Learn About the Thanksgiving Address
November is Native American Heritage Month, and Native Americans figure prominently in our Thanksgiving lore. But rather than focusing on historical accounts, why not learn about how some First Nations and Indigenous communities voice regular expressions of gratitude today.
The Haudenosaunee open and close every gathering or social event with the Thanksgiving Address, which teaches gratitude, mutual respect and conservation. It promotes eco-consciousness and responsibility by reminding them of their connection to the natural world. Read through it as a family, perhaps with each family member taking a part. Continue the conversation with discussions of how we might conserve and sustain our planet.
Share Gratitude Stories
What better way to learn about gratitude than through a shared read-aloud? Pre-kindergarteners through 3rd-graders might enjoy Gratitude Soup, Grateful: A Song of Giving Thanks, or The Giving Tree, while older kids will appreciate Thanks a Million, a poetry anthology by Nikki Grimes. Giving Thanks provides a kid-friendly version of the Haudenosaunee Thanksgiving Address. Be sure to talk about the stories afterward, so kids can make connections with their own experiences.

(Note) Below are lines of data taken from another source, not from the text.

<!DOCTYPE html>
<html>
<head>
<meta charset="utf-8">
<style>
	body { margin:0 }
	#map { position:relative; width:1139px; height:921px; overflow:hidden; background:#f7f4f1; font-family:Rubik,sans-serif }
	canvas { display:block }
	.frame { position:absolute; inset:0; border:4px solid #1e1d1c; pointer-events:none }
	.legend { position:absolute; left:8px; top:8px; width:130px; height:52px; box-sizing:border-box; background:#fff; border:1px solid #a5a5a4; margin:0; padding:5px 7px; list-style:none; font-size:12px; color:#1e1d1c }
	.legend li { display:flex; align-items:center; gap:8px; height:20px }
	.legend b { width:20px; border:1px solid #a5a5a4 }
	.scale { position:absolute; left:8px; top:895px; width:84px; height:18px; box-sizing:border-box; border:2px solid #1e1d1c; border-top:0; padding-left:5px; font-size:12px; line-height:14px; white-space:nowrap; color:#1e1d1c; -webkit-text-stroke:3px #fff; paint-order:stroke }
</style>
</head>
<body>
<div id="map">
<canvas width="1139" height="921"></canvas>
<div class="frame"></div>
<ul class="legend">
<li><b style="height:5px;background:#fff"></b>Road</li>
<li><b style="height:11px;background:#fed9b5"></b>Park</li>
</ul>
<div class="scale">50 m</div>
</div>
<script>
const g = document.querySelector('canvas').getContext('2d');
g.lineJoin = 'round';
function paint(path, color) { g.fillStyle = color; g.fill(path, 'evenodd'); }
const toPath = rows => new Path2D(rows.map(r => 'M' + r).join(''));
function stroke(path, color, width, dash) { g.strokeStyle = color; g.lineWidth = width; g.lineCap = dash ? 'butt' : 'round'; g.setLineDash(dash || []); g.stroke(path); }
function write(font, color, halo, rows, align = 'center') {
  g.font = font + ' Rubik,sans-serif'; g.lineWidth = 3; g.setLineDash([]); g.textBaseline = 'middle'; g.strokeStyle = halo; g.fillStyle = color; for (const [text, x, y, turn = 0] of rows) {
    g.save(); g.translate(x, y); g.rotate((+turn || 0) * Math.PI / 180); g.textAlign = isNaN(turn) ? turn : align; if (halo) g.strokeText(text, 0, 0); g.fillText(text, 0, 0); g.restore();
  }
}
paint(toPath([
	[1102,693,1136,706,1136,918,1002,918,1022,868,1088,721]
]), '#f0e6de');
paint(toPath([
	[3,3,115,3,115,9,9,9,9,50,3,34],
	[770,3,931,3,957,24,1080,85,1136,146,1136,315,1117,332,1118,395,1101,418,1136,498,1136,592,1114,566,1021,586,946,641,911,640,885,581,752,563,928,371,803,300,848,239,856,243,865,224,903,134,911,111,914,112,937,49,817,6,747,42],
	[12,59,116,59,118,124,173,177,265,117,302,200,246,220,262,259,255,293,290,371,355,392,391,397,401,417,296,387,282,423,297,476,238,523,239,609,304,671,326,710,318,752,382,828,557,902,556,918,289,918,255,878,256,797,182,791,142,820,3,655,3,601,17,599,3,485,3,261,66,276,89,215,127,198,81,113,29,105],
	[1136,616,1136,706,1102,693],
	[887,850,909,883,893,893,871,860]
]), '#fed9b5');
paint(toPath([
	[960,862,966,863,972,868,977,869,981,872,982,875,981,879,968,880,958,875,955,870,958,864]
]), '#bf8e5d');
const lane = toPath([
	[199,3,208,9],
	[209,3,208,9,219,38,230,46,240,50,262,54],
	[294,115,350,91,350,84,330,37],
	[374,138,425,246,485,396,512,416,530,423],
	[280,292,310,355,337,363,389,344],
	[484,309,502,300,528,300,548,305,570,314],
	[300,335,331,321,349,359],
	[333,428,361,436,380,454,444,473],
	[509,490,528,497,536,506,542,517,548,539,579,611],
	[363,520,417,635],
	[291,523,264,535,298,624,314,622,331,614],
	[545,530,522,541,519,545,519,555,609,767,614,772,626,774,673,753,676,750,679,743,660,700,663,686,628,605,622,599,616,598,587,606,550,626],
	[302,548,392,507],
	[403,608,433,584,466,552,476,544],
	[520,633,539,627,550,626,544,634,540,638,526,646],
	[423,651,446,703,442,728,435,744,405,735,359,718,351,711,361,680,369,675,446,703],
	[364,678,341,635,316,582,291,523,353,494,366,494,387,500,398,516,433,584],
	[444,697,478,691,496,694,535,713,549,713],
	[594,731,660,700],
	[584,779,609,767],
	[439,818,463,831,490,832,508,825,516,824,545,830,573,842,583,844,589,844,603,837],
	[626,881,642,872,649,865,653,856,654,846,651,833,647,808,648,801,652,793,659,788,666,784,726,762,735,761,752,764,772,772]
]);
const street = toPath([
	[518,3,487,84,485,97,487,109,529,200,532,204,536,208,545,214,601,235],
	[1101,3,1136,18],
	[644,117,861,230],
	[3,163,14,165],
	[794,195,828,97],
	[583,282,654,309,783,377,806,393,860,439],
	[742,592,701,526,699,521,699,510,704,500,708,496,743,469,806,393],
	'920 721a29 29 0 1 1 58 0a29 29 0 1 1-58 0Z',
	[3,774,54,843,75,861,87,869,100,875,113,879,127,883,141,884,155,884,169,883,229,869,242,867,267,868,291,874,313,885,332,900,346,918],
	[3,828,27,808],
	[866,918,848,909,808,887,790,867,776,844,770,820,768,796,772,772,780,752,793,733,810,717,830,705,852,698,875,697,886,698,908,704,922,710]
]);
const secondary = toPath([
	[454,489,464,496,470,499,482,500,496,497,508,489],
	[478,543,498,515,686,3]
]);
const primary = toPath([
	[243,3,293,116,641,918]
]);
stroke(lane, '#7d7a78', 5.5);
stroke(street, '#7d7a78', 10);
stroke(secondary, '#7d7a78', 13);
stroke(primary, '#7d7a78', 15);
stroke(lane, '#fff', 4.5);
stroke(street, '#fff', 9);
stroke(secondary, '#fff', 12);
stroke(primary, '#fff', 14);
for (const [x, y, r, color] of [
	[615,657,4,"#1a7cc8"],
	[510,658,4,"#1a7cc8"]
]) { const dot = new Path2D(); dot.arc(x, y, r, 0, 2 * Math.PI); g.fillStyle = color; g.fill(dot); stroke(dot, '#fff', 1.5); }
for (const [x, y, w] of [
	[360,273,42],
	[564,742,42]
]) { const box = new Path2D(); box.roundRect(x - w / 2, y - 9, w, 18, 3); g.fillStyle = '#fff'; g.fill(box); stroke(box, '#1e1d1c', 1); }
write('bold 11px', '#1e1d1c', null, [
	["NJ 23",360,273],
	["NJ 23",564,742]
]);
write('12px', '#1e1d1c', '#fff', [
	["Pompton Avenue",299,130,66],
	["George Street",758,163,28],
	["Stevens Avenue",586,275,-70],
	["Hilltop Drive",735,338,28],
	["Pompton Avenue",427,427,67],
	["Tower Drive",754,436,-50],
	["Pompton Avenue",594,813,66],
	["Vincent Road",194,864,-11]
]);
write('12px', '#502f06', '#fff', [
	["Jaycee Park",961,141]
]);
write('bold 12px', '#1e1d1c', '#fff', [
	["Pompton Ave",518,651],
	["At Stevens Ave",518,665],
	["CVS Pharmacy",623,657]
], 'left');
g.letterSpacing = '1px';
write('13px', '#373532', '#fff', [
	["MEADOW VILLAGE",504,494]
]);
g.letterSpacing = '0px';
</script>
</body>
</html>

Consider the Emphasis on Food
This food-focused holiday is a natural opportunity to discuss food insecurity in your local community and around the world. Involve kids in action-oriented activities, such as making a donation as a family to a local food bank or pantry. Allowing kids to contribute part of their allowance or raise money to help out helps them turn compassion into action.
To impact hunger farther from home, think about supporting an organization like A Well-fed World (AWFW). Through four options for gift-giving, Plants-4-Hunger allows donors to support sustainable vegan feeding and farming. Since animal farming is a top greenhouse gas producer, getting involved with AWFW can potentially impact world hunger, humane treatment of animals, and climate change—quite the win-win.
Making Gratitude a Daily Practice
Sincere gratitude has an impact on kids and parents alike. With so many benefits, it definitely makes sense to work gratitude into our daily lives and encourage our kids to do the same. The Thanksgiving season is an ideal opportunity to introduce this practice and emphasize the positive aspects of life. Making time for gratitude activities with kids not only strengthens family bonds, but will establish a mindset of appreciation and a healthy foundation for the mental, physical, and emotional self.